Stand de jus d'orange sur la place Jemaa el-Fna, terrain de négociation quotidien à Marrakech

Conseils

L'art du marchandage à Jemaa el-Fna et dans les souks : le guide pratique

Marchander à Marrakech est un code culturel, pas une arnaque. La règle des 40-50 %, les techniques, où négocier, les phrases utiles et les erreurs à éviter.

Mis à jour en 9 août 2026

À Marrakech, marchander n’est pas une bataille et encore moins une arnaque : c’est un code social ancien, une façon de faire connaissance, d’échanger et de fixer ensemble un prix juste. Sur la place Jemaa el-Fna comme dans les souks, la plupart des articles et des services n’ont pas de prix fixe. Le premier chiffre annoncé par le vendeur n’est qu’une ouverture, un point de départ que vous êtes non seulement autorisé, mais attendu, à discuter. Refuser de négocier, c’est un peu passer à côté de la moitié de l’expérience.
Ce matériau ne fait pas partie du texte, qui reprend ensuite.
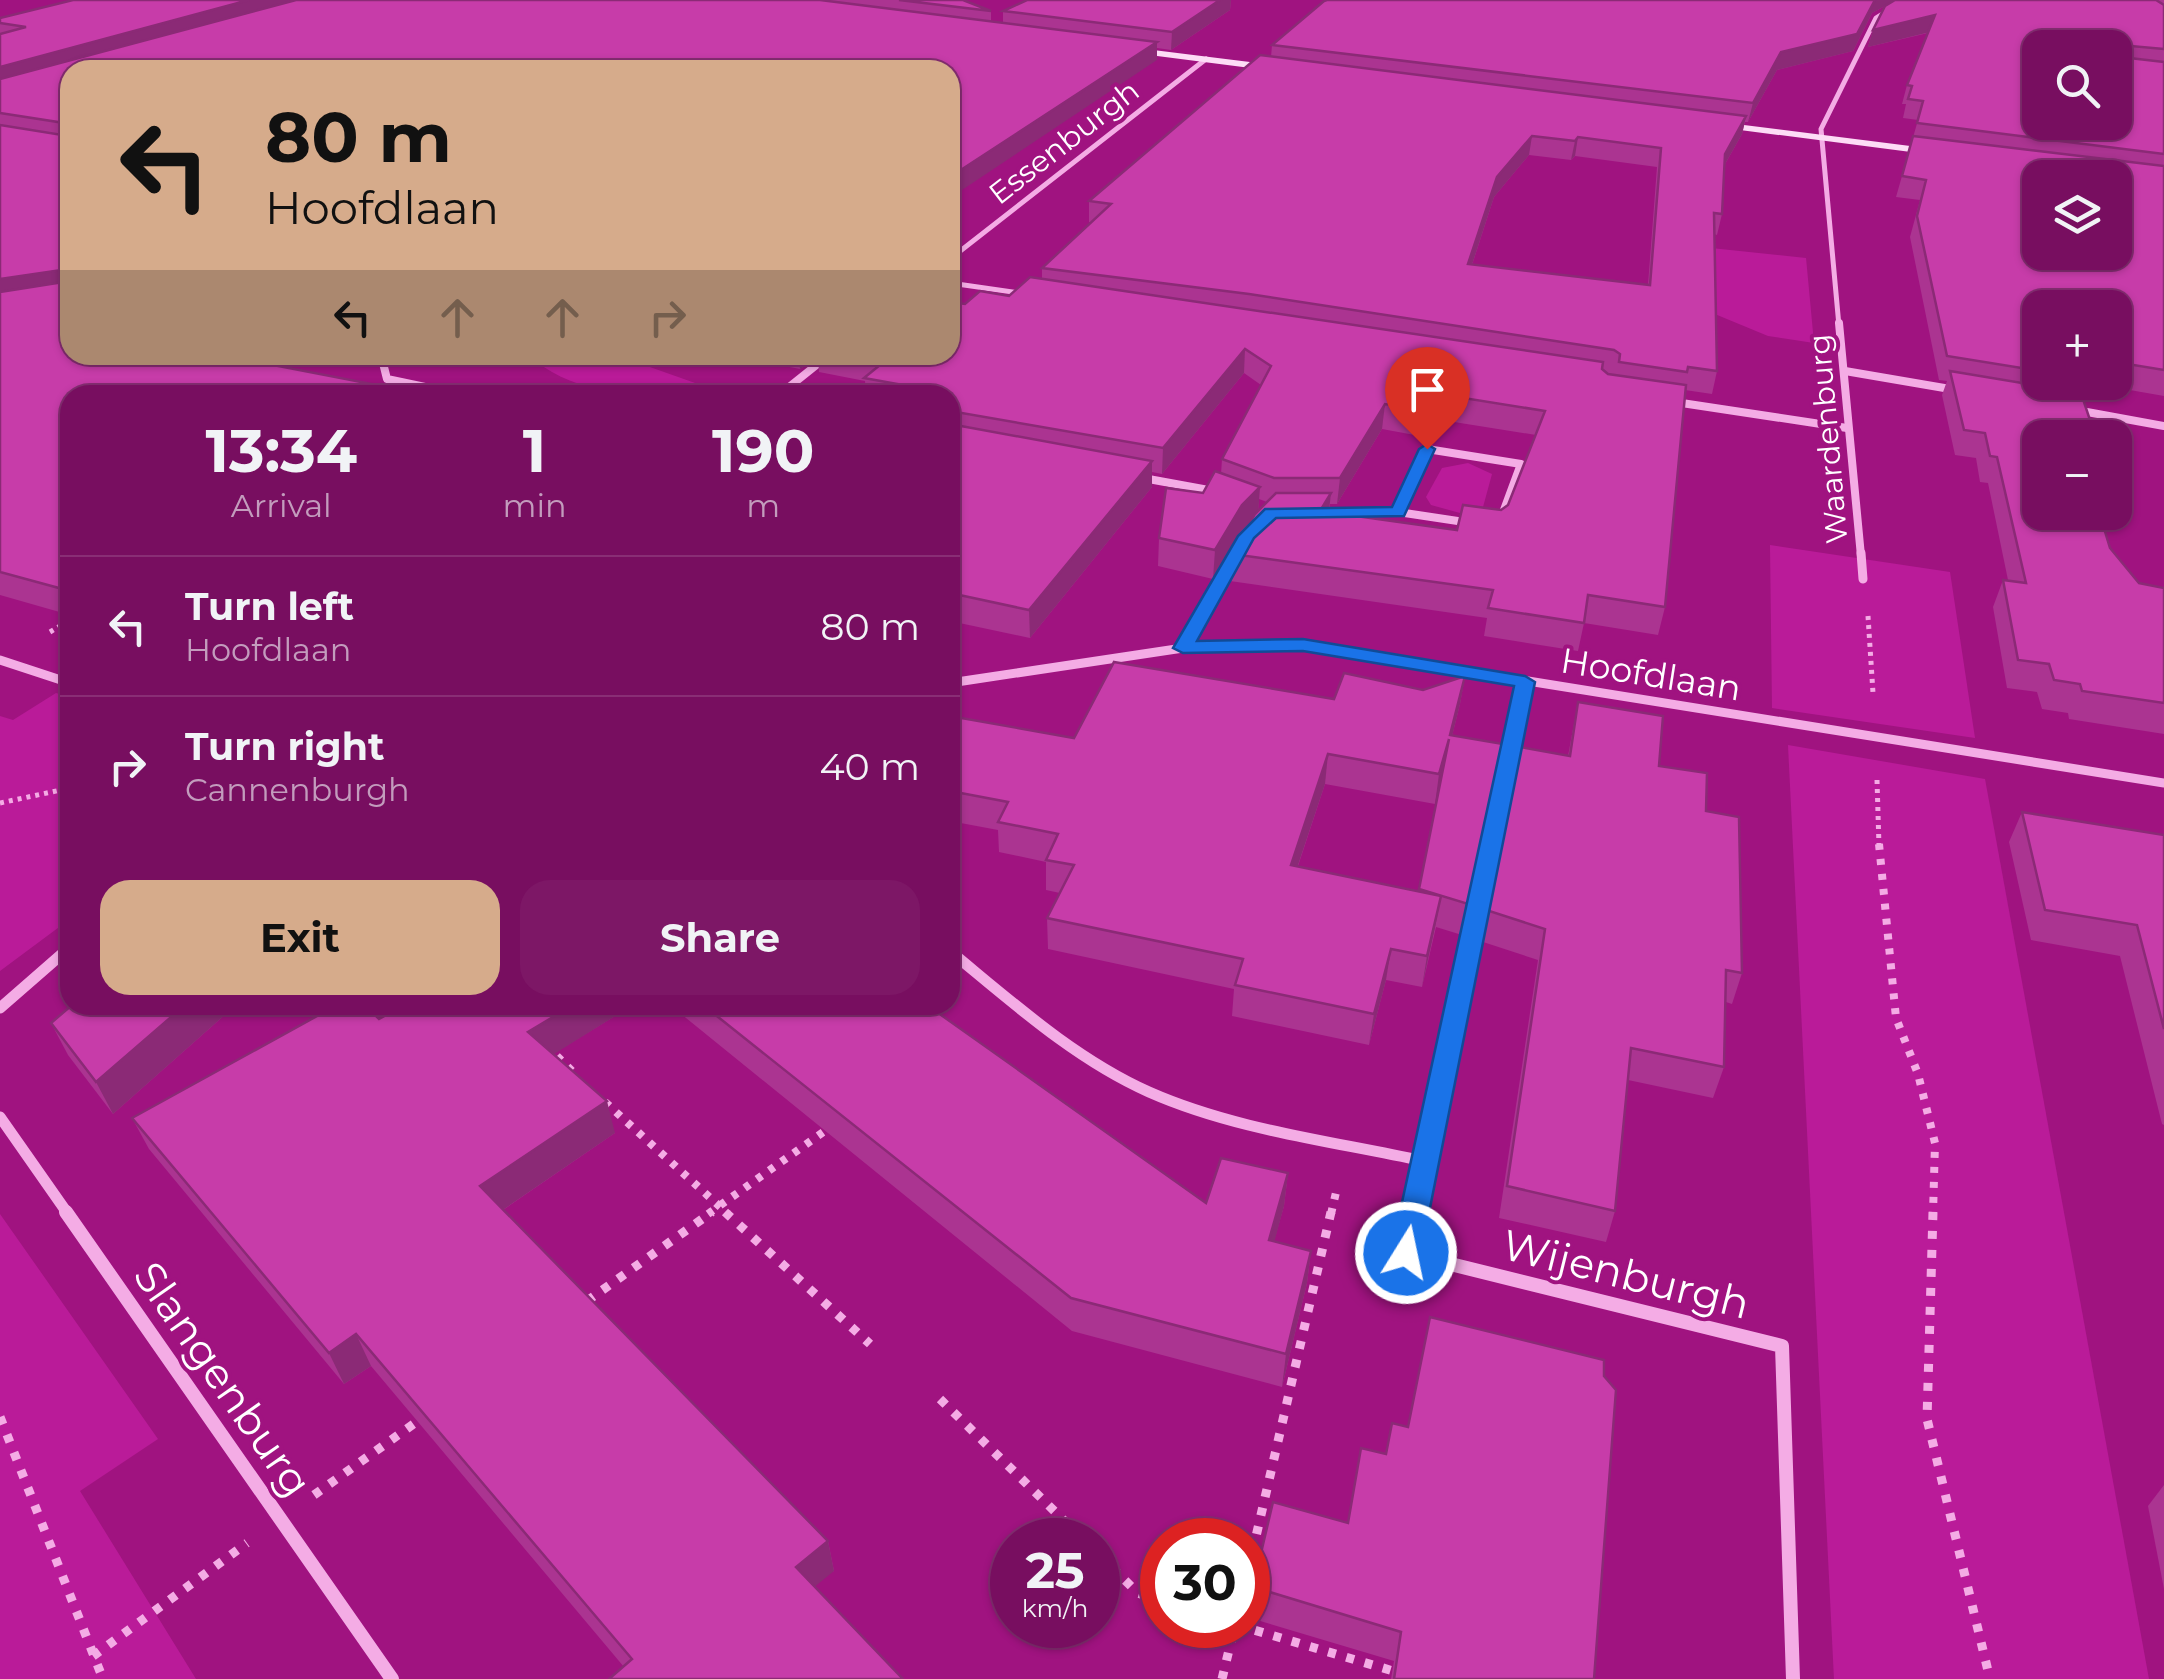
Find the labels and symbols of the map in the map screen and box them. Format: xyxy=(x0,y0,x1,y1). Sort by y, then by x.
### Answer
street label: Essenburgh xyxy=(981,72,1147,212)
street label: Waardenburg xyxy=(1800,333,1856,545)
pin xyxy=(1385,347,1470,450)
street label: Hoofdlaan xyxy=(1558,639,1744,709)
position arrow xyxy=(1354,1201,1458,1305)
street label: Wijenburgh xyxy=(1497,1218,1755,1330)
street label: Slangenburg xyxy=(123,1252,323,1506)
speed limit sign: 30 xyxy=(1140,1518,1270,1648)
La règle empirique la plus utile tient en une phrase : le premier prix demandé à un touriste vaut souvent 2 à 3 fois le prix réel. Une contre-offre de départ autour de 40 à 50 % du montant annoncé constitue donc un bon point d’ancrage, avant de remonter progressivement jusqu’à un accord qui convient aux deux parties. Le tout se joue dans la bonne humeur, avec le sourire, sans agressivité ni mauvaise foi.
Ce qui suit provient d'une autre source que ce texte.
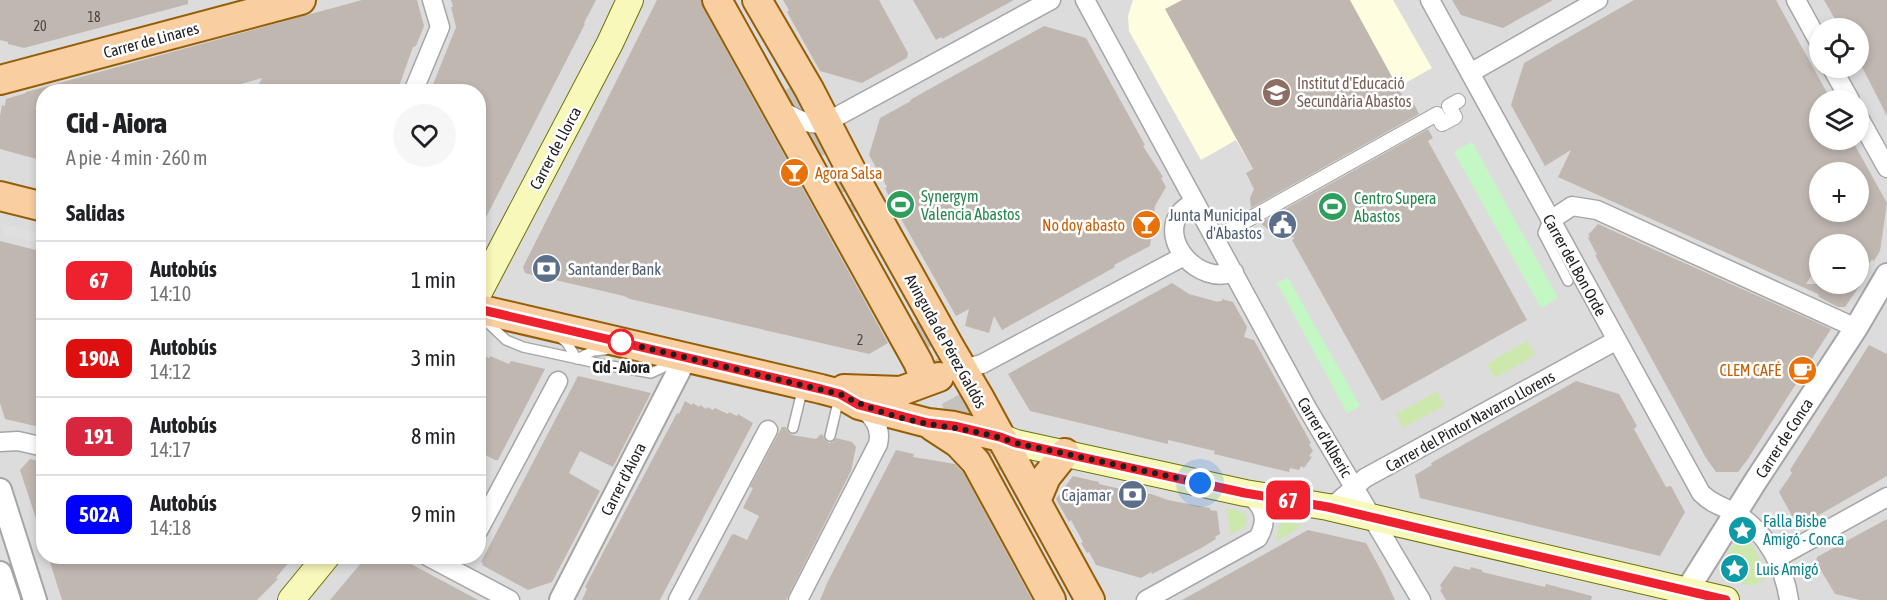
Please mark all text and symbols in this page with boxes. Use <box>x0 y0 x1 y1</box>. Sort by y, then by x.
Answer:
house number: 18 <box>87 9 101 25</box>
house number: 20 <box>33 18 47 34</box>
map controls <box>1809 18 1869 294</box>
button: locate <box>1809 18 1869 78</box>
street label: Carrer de Linares <box>101 19 201 61</box>
place label: Institut d'Educació Secundària Abastos <box>1297 74 1412 110</box>
school or university icon: Institut d'Educació Secundària Abastos <box>1260 76 1292 108</box>
button: layers <box>1809 90 1869 150</box>
button: heart <box>393 104 456 167</box>
street label: Carrer de Llorca <box>526 104 584 192</box>
text: Cid - Aiora <box>66 107 167 139</box>
text: A pie · 4 min · 260 m <box>66 146 207 169</box>
bar icon: Agora Salsa <box>778 157 810 189</box>
button: + <box>1809 162 1869 222</box>
place label: Agora Salsa <box>815 164 882 183</box>
place label: Synergym Valencia Abastos <box>921 187 1021 223</box>
sports icon: Synergym Valencia Abastos <box>884 189 916 221</box>
place label: Centro Supera Abastos <box>1354 189 1436 225</box>
sports icon: Centro Supera Abastos <box>1317 191 1349 223</box>
text: Salidas <box>66 200 125 226</box>
place label: Junta Municipal d'Abastos <box>1168 206 1263 242</box>
public building icon: Junta Municipal d'Abastos <box>1267 208 1299 240</box>
bar icon: No doy abasto <box>1130 209 1162 241</box>
street label: Carrer del Bon Orde <box>1540 211 1610 319</box>
place label: No doy abasto <box>1042 216 1125 235</box>
button: − <box>1809 234 1869 294</box>
bank icon: Santander Bank <box>531 253 563 285</box>
text: Autobús <box>150 256 217 282</box>
place label: Santander Bank <box>568 260 661 278</box>
text: 1 min <box>411 267 456 293</box>
text: 67 <box>89 268 109 292</box>
street label: Avinguda de Pérez Galdós <box>901 271 990 412</box>
text: 14:10 <box>150 282 191 305</box>
marker: Cid - Aiora <box>608 329 634 355</box>
house number: 2 <box>857 332 863 348</box>
text: Autobús <box>150 334 217 360</box>
text: 3 min <box>411 345 456 371</box>
text: 190A <box>79 346 119 370</box>
cafe icon: CLEM CAFÉ <box>1786 354 1818 386</box>
place label: Cid - Aiora <box>592 358 650 376</box>
text: 14:12 <box>150 360 191 383</box>
place label: CLEM CAFÉ <box>1720 361 1781 379</box>
street label: Carrer del Pintor Navarro Llorens <box>1382 367 1558 475</box>
street label: Carrer d'Alberic <box>1294 394 1356 480</box>
street label: Carrer de Conca <box>1752 395 1816 481</box>
text: Autobús <box>150 412 217 438</box>
text: 8 min <box>411 423 456 449</box>
text: 191 <box>84 424 114 448</box>
text: 14:17 <box>150 438 191 461</box>
street label: Carrer d'Aiora <box>597 440 649 518</box>
your location <box>1185 468 1215 498</box>
bank icon: Cajamar <box>1116 479 1148 511</box>
line badge: 67 <box>1261 480 1315 520</box>
place label: Cajamar <box>1062 486 1111 505</box>
text: 67 <box>1278 488 1298 512</box>
text: Autobús <box>150 490 217 516</box>
text: 9 min <box>411 501 456 527</box>
text: 502A <box>79 502 119 526</box>
place label: Falla Bisbe Amigó - Conca <box>1763 512 1844 549</box>
place icon: Falla Bisbe Amigó - Conca <box>1726 514 1758 546</box>
text: 14:18 <box>150 516 191 539</box>
place icon: Luis Amigó <box>1719 553 1751 585</box>
place label: Luis Amigó <box>1756 560 1819 579</box>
Ce guide vous explique pourquoi on marchande au Maroc, comment le faire efficacement, cela s’applique (et où cela ne s’applique jamais), les phrases utiles à connaître, et les erreurs qui font grimper l’addition. L’objectif : que vous repartiez avec un joli souvenir, un bon souvenir, et le sentiment d’avoir joué le jeu.

Étals colorés d'un souk près de la place Jemaa el-Fna à Marrakech

Pourquoi marchande-t-on à Marrakech ? Un code culturel, pas une arnaque

Le marchandage (en arabe dialectal, on parle de souq, le marché, et de la discussion qui va avec) est une pratique commerciale profondément enracinée dans le monde méditerranéen et moyen-oriental. Historiquement, dans une économie sans étiquettes ni codes-barres, le prix se construisait au cas par cas, selon la relation, le moment de la journée, la quantité et la qualité perçue. Ce système survit intact dans les souks de la médina.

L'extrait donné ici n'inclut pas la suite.